You think it’s an ordinary day, although warm for early morning in the desert sun. You decide to nap in the shade of a Palo Verde tree, but your mind is heavy with remembrances and regret, so many days wasted in self-absorption while affections went neglected, the rewards of compassion you worry are no longer yours to claim.
The burden feels too heavy for the soil beneath you. As if in quicksand, your head starts to sink as your limbs begin to stiffen. What moments before had been your amble body loses all proprioception.
You want to cry out, but sound disappears. You lose all traces of sight, but sense your feet are now the crown of a Saguaro. You want to panic but your emotions have left you with only sensations.
Even your thoughts no longer seem your own. Like many rootlets, they search for meaning and nourishment elsewhere. Still, in that ancient seabed, the nursery tree fertilizes your metamorphosis with its own life, confident one day you will give so much more than you took when you roamed freely, guided by you own intentions.
Seventy-five summers pass before your arms pull free and stretch for sunlight, but winter’s frost dashes your haste. Now one arm is broken and forever bends downwards.
Still so young, you have yet let go of earnestness, the desire to excel, the need to impress.

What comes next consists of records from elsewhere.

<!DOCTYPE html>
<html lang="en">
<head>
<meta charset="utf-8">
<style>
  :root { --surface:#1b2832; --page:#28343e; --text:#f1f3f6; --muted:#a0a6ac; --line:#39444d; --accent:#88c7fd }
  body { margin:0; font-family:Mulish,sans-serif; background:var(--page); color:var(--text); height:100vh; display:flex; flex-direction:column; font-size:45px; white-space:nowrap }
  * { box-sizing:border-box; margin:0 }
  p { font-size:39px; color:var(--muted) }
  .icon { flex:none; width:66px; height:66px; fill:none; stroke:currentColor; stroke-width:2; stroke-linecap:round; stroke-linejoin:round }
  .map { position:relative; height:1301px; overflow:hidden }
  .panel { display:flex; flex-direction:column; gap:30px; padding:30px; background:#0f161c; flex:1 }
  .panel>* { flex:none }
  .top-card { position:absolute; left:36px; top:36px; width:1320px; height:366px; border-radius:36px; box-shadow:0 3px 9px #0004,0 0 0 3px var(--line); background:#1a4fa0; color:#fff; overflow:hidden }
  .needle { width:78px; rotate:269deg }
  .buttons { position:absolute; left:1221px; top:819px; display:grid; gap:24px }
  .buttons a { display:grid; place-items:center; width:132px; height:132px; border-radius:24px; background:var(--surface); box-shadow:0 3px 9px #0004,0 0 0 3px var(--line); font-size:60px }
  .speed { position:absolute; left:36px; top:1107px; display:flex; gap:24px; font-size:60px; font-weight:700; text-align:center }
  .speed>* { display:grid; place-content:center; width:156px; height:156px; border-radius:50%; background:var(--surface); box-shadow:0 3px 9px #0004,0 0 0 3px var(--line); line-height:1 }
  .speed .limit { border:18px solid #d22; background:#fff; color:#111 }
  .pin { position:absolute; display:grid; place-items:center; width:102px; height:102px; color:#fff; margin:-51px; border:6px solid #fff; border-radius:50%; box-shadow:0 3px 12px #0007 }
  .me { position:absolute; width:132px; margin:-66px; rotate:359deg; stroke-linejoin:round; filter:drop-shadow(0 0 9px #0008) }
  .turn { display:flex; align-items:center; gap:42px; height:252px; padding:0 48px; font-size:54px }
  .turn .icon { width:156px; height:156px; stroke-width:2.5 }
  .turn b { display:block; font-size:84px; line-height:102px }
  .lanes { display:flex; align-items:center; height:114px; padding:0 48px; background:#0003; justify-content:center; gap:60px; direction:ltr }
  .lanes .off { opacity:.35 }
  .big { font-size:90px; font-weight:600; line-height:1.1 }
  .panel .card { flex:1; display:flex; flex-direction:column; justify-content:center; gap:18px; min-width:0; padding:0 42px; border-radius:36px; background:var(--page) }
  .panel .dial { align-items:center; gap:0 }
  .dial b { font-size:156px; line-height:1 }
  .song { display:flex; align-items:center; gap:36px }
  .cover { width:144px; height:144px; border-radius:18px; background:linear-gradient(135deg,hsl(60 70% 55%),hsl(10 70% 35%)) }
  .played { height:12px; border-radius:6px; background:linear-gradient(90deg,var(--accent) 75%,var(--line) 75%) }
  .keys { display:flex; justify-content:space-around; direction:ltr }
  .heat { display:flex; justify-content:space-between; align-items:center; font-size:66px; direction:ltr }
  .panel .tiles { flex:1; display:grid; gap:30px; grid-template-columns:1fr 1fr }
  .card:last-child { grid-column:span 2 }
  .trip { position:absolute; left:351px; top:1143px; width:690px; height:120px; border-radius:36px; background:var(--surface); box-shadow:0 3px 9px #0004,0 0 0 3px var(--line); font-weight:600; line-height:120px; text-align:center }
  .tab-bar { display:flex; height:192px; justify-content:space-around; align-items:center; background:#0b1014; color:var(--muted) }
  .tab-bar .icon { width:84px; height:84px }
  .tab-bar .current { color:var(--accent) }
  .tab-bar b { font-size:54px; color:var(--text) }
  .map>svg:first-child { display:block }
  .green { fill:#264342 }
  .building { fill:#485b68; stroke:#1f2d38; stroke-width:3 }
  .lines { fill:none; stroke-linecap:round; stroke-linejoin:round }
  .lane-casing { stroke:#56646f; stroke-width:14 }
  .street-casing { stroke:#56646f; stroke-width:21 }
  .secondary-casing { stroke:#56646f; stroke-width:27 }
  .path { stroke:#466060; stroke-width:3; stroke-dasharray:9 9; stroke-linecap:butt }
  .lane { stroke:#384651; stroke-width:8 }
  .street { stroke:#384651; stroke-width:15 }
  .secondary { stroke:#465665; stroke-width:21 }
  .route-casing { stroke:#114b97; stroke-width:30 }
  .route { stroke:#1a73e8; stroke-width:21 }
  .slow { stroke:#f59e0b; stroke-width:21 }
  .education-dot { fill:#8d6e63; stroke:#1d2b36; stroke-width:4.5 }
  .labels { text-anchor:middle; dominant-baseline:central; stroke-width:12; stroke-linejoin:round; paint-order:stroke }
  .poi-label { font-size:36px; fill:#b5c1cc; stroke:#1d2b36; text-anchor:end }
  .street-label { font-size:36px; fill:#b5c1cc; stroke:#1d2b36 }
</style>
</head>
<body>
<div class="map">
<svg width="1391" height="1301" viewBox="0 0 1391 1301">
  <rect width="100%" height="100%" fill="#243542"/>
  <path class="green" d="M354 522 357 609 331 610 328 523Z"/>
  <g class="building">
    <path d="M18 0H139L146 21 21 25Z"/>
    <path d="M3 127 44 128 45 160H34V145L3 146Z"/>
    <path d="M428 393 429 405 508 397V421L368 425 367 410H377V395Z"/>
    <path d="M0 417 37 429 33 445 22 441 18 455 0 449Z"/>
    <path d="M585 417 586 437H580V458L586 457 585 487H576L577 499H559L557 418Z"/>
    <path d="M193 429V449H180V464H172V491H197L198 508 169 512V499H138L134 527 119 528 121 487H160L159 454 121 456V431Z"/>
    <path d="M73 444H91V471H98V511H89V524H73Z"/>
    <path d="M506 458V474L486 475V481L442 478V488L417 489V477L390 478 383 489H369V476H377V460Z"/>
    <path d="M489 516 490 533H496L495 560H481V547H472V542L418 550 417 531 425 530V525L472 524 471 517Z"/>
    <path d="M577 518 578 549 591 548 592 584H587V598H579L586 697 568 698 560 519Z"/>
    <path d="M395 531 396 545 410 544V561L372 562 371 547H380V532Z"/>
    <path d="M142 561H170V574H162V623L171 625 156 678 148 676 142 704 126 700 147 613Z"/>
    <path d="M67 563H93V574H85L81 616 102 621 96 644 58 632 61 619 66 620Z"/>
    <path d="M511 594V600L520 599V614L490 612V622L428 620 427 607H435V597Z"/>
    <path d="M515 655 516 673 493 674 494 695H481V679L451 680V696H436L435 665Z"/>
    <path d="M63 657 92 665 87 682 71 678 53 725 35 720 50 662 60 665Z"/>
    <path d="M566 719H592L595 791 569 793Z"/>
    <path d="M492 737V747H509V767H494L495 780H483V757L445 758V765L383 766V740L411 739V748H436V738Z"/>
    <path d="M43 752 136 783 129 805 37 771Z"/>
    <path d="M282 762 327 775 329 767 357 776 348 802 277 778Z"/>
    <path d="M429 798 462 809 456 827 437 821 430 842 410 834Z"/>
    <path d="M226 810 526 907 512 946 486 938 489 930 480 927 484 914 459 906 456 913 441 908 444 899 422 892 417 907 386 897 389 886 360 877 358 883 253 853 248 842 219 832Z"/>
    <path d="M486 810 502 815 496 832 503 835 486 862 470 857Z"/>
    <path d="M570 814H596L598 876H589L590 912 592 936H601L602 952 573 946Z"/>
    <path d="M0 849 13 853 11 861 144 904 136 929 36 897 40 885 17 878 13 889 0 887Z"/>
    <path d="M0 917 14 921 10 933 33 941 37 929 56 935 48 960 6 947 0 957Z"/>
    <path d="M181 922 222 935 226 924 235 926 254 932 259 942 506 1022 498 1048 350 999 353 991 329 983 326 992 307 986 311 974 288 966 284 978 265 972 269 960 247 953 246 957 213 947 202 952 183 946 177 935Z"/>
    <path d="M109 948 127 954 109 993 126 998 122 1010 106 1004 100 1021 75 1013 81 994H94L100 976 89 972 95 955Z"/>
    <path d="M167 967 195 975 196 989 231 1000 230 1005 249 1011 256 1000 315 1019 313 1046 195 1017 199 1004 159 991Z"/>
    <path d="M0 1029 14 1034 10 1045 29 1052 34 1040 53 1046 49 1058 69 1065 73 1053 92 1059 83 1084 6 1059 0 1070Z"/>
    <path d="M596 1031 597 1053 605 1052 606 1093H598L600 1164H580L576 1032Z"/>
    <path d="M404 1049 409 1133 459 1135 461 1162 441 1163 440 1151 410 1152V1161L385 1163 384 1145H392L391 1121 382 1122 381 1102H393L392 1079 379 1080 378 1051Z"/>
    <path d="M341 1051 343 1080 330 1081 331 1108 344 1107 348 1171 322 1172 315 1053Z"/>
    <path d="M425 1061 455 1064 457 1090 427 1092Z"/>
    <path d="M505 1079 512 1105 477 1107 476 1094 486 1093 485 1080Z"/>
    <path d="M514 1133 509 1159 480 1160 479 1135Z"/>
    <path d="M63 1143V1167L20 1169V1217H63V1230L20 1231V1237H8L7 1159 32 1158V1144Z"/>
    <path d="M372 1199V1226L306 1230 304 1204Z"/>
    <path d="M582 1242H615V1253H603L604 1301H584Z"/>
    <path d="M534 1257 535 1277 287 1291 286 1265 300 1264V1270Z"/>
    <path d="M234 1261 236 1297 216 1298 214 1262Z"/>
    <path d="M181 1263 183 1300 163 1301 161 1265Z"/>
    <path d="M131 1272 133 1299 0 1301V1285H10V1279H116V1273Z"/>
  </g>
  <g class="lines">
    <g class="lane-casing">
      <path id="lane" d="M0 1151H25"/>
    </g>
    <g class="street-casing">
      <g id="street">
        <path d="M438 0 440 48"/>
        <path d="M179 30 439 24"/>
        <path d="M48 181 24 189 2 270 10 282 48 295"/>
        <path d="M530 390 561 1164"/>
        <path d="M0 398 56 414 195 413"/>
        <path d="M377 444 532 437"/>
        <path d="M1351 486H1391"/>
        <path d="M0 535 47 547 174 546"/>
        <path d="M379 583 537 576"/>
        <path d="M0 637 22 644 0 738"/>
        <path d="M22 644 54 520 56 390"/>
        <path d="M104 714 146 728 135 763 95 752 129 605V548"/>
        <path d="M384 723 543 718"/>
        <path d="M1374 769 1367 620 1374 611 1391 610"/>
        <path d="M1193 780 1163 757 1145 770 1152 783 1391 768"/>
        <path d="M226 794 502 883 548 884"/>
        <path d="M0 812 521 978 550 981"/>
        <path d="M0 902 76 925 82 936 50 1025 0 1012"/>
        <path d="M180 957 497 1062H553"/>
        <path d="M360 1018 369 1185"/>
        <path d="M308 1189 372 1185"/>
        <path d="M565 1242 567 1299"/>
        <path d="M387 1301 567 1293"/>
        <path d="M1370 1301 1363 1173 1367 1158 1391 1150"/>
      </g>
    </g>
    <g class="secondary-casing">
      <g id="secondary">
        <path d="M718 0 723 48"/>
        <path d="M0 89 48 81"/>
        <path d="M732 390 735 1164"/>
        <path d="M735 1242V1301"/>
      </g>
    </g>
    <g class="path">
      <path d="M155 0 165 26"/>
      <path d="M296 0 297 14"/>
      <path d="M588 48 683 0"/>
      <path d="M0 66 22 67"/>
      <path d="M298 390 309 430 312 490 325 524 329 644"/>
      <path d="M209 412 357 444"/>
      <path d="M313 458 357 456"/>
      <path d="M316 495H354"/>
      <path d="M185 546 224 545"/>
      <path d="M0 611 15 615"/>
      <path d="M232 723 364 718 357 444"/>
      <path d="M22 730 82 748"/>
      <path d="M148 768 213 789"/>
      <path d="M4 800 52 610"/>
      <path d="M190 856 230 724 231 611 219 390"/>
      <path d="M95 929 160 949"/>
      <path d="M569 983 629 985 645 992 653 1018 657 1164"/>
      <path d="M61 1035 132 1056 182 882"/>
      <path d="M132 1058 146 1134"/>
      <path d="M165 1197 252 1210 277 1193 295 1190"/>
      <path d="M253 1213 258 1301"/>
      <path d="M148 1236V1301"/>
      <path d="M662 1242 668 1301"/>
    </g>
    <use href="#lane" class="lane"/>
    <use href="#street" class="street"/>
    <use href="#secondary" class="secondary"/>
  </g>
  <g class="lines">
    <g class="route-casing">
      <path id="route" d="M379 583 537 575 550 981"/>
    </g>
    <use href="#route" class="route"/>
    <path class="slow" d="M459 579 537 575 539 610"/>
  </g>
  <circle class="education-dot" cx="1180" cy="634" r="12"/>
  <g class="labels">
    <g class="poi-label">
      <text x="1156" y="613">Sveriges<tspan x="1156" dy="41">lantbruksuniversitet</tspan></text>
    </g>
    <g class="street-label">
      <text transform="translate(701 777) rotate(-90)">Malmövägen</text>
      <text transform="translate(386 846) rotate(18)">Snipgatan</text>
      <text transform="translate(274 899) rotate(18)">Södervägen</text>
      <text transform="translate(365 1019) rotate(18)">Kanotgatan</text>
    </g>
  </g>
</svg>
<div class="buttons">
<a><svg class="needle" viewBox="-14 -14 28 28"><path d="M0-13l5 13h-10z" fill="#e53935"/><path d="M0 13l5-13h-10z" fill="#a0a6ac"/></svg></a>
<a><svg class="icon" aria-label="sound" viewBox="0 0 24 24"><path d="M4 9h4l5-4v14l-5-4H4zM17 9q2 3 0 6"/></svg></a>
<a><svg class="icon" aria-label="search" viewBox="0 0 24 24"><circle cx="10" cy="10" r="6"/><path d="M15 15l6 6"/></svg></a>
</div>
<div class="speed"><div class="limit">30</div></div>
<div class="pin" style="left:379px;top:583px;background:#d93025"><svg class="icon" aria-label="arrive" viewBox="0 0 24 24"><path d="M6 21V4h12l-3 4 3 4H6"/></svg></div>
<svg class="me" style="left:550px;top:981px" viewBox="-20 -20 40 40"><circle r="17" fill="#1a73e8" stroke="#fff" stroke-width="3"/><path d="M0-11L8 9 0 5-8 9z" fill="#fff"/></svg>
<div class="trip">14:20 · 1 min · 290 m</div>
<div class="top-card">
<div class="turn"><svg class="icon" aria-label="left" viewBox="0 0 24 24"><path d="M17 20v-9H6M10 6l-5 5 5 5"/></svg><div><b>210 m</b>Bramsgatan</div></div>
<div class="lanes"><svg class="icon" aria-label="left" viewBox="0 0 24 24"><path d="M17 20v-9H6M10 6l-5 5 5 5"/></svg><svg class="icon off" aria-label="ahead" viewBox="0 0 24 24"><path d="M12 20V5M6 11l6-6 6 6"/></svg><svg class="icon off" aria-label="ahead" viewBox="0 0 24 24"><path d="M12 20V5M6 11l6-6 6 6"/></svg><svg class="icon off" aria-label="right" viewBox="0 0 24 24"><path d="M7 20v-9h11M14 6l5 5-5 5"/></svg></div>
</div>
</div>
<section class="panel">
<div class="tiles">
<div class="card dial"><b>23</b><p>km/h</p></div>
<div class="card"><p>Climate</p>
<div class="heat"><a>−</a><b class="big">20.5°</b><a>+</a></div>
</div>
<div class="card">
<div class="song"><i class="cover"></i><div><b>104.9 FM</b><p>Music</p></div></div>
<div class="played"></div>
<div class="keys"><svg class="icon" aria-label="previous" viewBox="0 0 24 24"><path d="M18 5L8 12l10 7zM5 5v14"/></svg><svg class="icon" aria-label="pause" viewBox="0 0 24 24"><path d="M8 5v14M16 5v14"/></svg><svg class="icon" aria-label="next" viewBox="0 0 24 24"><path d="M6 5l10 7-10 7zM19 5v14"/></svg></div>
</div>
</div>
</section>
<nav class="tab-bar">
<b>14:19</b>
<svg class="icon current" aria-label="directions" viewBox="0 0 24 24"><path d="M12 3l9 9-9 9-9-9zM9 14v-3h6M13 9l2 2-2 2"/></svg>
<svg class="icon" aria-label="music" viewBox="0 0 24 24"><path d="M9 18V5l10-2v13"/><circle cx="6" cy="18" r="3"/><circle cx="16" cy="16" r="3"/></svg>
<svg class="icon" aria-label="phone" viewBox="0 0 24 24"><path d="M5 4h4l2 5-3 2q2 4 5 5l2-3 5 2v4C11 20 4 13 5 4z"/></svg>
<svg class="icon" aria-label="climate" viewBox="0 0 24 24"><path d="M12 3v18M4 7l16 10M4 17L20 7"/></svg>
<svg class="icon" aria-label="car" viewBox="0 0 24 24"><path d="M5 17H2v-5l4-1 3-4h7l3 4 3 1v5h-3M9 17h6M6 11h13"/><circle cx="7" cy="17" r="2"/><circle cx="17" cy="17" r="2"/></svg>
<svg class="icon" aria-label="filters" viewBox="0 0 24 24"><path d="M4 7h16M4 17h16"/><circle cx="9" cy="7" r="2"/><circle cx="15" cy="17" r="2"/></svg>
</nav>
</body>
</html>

When you finally surrender to stillness, you notice bees feeding from your fingertips, bats dining on your fruit, woodpeckers burrowing homes near your heart, migrating songbirds nimbly making branches of your spines, jackrabbits nibbling patches of grass moistened by your shade.
No longer alone in yourself, you discover you are part of everyone.
You grow two stories tall and sprout more arms as another seventy-five years pass. By then you forget time as you forget all that came before. Only then do you become wise enough to surrender to your part in the plan: to be sturdy for others, to keep kinship alive through soft breaths of pollen above and sturdy rhizomes below, to put trust in the Milky Way as it marches across the sky, to wait the nourishing deluge of summer monsoons, to accept risk of limb in dead of winter, to rest easy knowing even in death your decaying body is a gift to those still struggling to live. The love you once mourned becomes all that you are.